Download rabbitmq-server-generic-unix-3.5.4.tar.gz from the link above.
Contained in the tarball is a directory named rabbitmq_server-3.5.4. You should extract this into somewhere appropriate for application binaries on your system. The sbin directory will be found in this directory.
Run RabbitMQ Server
- Start the Server
-
Invoke the sbin/rabbitmq-server shell script. This displays a short banner message, concluding with the message "completed with [n] plugins.", indicating that the RabbitMQ broker has been started successfully.
You can also start the server in "detached" mode with rabbitmq-server -detached, in which case the server process runs in the background.
- Configure the Server
- You can customise the RabbitMQ environment by setting environment variables in $RABBITMQ_HOME/etc/rabbitmq/rabbitmq-env.conf. Server components may be configured, too, in the RabbitMQ configuration file located at $RABBITMQ_HOME/etc/rabbitmq/rabbitmq.config. Neither of these files exist after installation.
File Locations
The Generic Unix tarball is designed as far as possible to run without requiring configuration changes or special permissions. The directories and files used by default are all held under the installation directory rabbitmq_server-3.5.4 which is in the $RABBITMQ_HOME variable in the scripts.
Should you wish to install RabbitMQ Server such that it uses the conventional system directories for configuration, database, log files, plugins etc, it is possible to do this.
Find the line:
SYS_PREFIX=${RABBITMQ_HOME}in the sbin/rabbitmq-defaults script and change this line to:
SYS_PREFIX=but do not modify any other line in this script.
Note: After this modification the default directory locations may require different permissions. In particular RABBITMQ_MNESIA_BASE and RABBITMQ_LOG_BASE may need to be created (the server will attempt to create them at startup), and the RABBITMQ_ENABLED_PLUGINS_FILE will need to be writable (for rabbitmq-plugins). The configuration files will be looked for in /etc/rabbitmq/.
Port Access
SELinux and similar mechanisms may prevent RabbitMQ from binding to a port. When that happens, RabbitMQ will fail to start. Make sure the following ports can be opened:
- 4369 (epmd), 25672 (Erlang distribution)
- 5672, 5671 (AMQP 0-9-1 without and with TLS)
- 15672 (if management plugin is enabled)

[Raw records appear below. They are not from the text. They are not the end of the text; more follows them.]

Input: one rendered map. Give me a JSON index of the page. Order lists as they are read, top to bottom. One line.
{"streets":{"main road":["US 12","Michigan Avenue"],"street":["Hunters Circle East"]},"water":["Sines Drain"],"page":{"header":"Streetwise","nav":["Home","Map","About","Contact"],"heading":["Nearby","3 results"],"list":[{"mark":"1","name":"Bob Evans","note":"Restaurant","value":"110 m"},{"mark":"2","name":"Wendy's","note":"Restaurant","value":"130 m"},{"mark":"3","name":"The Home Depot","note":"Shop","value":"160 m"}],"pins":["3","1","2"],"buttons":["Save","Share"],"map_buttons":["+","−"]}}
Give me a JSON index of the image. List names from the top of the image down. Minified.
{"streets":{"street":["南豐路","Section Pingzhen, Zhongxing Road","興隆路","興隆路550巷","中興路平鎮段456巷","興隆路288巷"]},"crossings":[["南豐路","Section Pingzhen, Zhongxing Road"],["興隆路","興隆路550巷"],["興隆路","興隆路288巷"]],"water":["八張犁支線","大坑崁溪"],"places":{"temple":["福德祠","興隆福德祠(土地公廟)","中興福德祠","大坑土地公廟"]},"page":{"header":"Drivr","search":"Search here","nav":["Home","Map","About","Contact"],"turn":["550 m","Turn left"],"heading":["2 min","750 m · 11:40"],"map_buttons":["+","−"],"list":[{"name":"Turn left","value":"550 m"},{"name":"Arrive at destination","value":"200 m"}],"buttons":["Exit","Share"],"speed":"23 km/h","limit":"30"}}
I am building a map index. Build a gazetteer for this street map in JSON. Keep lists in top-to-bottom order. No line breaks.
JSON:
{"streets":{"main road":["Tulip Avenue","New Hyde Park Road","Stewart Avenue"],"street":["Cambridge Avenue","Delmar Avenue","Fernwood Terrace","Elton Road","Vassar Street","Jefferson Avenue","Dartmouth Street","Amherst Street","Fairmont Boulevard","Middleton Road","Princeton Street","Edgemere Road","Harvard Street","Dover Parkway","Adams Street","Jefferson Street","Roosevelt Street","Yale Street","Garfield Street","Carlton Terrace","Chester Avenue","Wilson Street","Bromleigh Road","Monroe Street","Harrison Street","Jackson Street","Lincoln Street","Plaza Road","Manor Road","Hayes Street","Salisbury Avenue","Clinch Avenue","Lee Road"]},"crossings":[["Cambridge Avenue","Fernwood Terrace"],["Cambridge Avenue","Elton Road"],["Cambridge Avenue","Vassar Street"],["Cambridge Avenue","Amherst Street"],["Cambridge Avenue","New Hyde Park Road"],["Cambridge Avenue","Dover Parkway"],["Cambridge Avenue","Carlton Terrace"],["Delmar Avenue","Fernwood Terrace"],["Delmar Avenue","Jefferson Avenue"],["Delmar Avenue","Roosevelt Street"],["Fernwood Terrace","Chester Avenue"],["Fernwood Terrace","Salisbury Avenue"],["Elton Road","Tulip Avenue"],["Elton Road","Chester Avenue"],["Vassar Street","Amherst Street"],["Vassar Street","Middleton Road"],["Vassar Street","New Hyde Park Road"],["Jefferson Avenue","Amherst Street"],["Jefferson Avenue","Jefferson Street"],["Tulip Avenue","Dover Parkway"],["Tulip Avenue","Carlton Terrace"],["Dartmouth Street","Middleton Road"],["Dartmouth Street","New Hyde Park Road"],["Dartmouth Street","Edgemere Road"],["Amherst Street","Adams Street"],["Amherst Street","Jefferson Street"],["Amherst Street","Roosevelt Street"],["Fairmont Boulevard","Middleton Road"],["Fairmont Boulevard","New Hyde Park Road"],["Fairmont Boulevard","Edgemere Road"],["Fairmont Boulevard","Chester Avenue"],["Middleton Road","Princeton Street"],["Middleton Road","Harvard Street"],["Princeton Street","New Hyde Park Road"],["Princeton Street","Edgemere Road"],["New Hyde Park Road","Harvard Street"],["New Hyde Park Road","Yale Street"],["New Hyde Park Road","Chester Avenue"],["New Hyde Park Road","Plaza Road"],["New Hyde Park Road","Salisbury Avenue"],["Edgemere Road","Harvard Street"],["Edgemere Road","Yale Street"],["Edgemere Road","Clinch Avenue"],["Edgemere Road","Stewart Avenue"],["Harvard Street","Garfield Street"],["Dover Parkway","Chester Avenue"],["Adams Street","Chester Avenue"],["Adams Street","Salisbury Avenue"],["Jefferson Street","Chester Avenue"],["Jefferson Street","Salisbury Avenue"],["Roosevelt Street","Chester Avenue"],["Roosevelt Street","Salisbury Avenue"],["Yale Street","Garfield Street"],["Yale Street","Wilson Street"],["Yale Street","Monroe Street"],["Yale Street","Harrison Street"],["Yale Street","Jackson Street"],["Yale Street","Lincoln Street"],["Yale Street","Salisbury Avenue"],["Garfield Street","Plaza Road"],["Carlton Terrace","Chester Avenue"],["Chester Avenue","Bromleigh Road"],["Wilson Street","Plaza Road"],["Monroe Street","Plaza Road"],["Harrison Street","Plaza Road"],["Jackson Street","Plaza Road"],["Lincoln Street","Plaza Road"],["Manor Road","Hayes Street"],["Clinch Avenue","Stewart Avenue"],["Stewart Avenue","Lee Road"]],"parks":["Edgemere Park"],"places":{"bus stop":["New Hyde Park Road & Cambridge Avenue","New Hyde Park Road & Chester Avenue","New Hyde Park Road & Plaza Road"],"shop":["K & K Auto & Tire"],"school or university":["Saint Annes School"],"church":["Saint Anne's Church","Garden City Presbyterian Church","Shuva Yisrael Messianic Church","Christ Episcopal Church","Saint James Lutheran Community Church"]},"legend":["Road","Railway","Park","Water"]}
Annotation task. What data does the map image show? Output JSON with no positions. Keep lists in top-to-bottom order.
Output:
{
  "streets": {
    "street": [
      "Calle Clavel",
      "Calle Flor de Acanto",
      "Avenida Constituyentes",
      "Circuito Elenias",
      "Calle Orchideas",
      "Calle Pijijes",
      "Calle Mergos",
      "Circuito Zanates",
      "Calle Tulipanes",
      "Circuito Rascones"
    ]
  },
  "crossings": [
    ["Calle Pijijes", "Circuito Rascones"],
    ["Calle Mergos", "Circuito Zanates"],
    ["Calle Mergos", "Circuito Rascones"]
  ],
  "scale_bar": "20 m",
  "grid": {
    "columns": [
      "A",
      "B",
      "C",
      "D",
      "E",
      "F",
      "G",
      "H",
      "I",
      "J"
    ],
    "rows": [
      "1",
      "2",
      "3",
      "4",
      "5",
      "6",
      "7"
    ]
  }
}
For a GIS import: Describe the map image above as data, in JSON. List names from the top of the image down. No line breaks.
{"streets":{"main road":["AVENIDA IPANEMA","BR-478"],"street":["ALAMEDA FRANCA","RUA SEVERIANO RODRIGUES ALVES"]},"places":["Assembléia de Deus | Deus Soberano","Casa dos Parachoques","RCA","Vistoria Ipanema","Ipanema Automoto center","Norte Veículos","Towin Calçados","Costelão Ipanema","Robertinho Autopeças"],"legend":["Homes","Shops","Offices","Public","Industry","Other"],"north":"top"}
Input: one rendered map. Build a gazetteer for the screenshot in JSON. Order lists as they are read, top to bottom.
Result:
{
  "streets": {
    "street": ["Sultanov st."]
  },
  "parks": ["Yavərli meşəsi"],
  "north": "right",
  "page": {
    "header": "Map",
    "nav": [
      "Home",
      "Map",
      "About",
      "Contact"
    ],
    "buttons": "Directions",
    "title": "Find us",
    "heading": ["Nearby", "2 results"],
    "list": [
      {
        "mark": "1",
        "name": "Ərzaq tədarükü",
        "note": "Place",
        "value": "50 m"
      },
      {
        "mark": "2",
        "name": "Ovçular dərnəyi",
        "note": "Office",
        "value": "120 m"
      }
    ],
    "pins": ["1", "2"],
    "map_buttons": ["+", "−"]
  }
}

- 61613, 61614 (if STOMP is enabled)
- 1883, 8883 (if MQTT is enabled)
Default user access
The broker creates a user guest with password guest. Unconfigured clients will in general use these credentials. By default, these credentials can only be used when connecting to the broker as localhost so you will need to take action before connecting fromn any other machine.
See the documentation on access control for information on how to create more users, delete the guest user, or allow remote access to the guest user.
Managing the Broker
To stop the server or check its status, etc., you can invoke sbin/rabbitmqctl (as the user running rabbitmq-server). All rabbitmqctl commands will report the node absence if no broker is running.
- Invoke rabbitmqctl stop to stop the server.
- Invoke rabbitmqctl status to check whether it is running.
More info on rabbitmqctl.
Controlling System Limits
RabbitMQ installations running production workloads may need system limits and kernel parameters tuning in order to handle a decent number of concurrent connections and queues. The main setting that needs adjustment is the max number of open files, also known as ulimit -n. The default value on many operating systems is too low for a messaging broker (eg. 1024 on several Linux distributions). We recommend allowing for at least 65536 file descriptors for user rabbitmq in production environments. 4096 should be sufficient for most development workloads.
There are two limits in play: the maximum number of open files the OS kernel allows (fs.file-max on Linux, kern.maxfilesperproc on OS X and FreeBSD) and the per-user limit (ulimit -n). The former must be higher than the latter.
For more information about controlling the system-wide limit, please refer to the excellent Riak guide on open file limit tuning.
Verifying the Limit
RabbitMQ management UI displays the number of file descriptors available for it to use on the Overview tab.
rabbitmqctl statusincludes the same value.
The following command
ulimit -acan be used to display effective limits for the current user. There may be more convenient OS-specific ways of doing that for a running process, such as the /proc filesystem on Linux.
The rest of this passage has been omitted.